Stored items:
++++++++
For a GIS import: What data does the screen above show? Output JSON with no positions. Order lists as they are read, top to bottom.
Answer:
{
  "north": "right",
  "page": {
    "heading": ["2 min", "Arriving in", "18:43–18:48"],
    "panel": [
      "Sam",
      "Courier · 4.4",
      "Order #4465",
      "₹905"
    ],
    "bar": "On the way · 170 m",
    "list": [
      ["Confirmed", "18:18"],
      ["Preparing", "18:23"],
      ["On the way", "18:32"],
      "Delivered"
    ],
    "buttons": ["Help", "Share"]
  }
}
++++++++
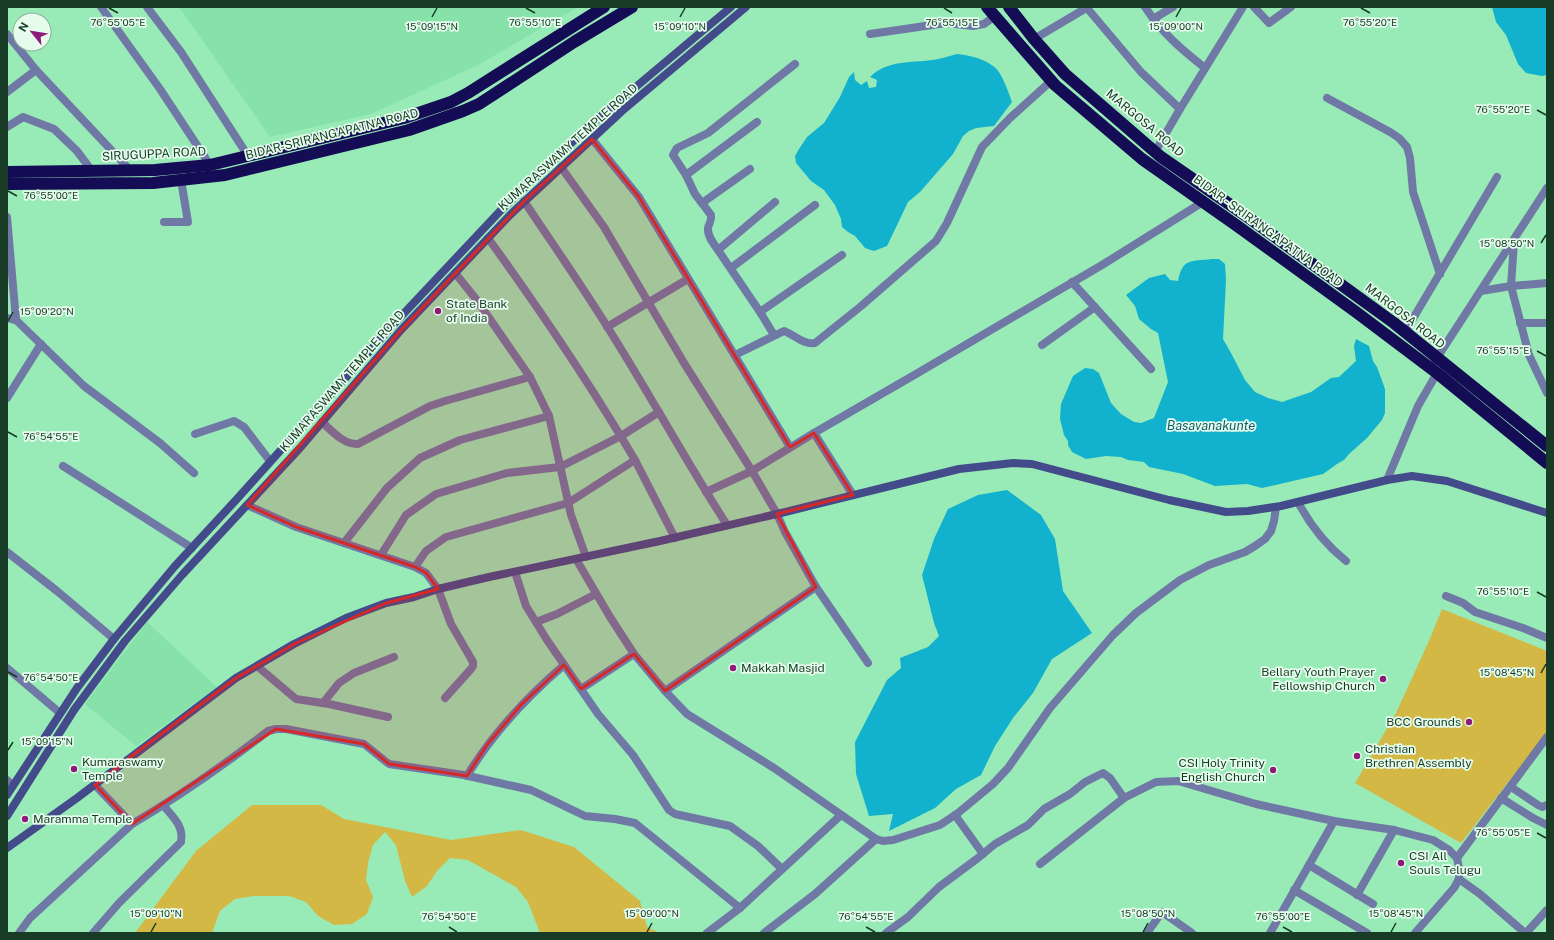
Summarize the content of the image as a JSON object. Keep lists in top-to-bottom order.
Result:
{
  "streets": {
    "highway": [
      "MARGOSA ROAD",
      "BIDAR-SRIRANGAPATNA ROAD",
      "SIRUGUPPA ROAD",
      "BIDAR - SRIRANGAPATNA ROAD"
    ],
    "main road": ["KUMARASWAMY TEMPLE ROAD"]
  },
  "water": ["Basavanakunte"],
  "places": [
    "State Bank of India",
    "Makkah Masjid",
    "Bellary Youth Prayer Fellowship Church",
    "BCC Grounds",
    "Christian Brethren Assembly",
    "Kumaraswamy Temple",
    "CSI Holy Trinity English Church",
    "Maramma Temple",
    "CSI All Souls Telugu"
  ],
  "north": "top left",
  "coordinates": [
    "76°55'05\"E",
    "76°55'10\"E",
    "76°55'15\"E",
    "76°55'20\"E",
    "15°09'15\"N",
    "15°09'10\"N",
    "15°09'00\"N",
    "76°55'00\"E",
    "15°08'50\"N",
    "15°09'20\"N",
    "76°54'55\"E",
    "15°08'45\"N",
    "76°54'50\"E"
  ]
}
++++++++
■ Directions for this task
Go through the entries. Report every line that contains the word "bottom".

■ Solution for this problem
For a GIS import: What data does the screen above show? Output JSON with no positions. Order lists as they are read, top to bottom.
Summarize the content of the image as a JSON object. Keep lists in top-to-bottom order.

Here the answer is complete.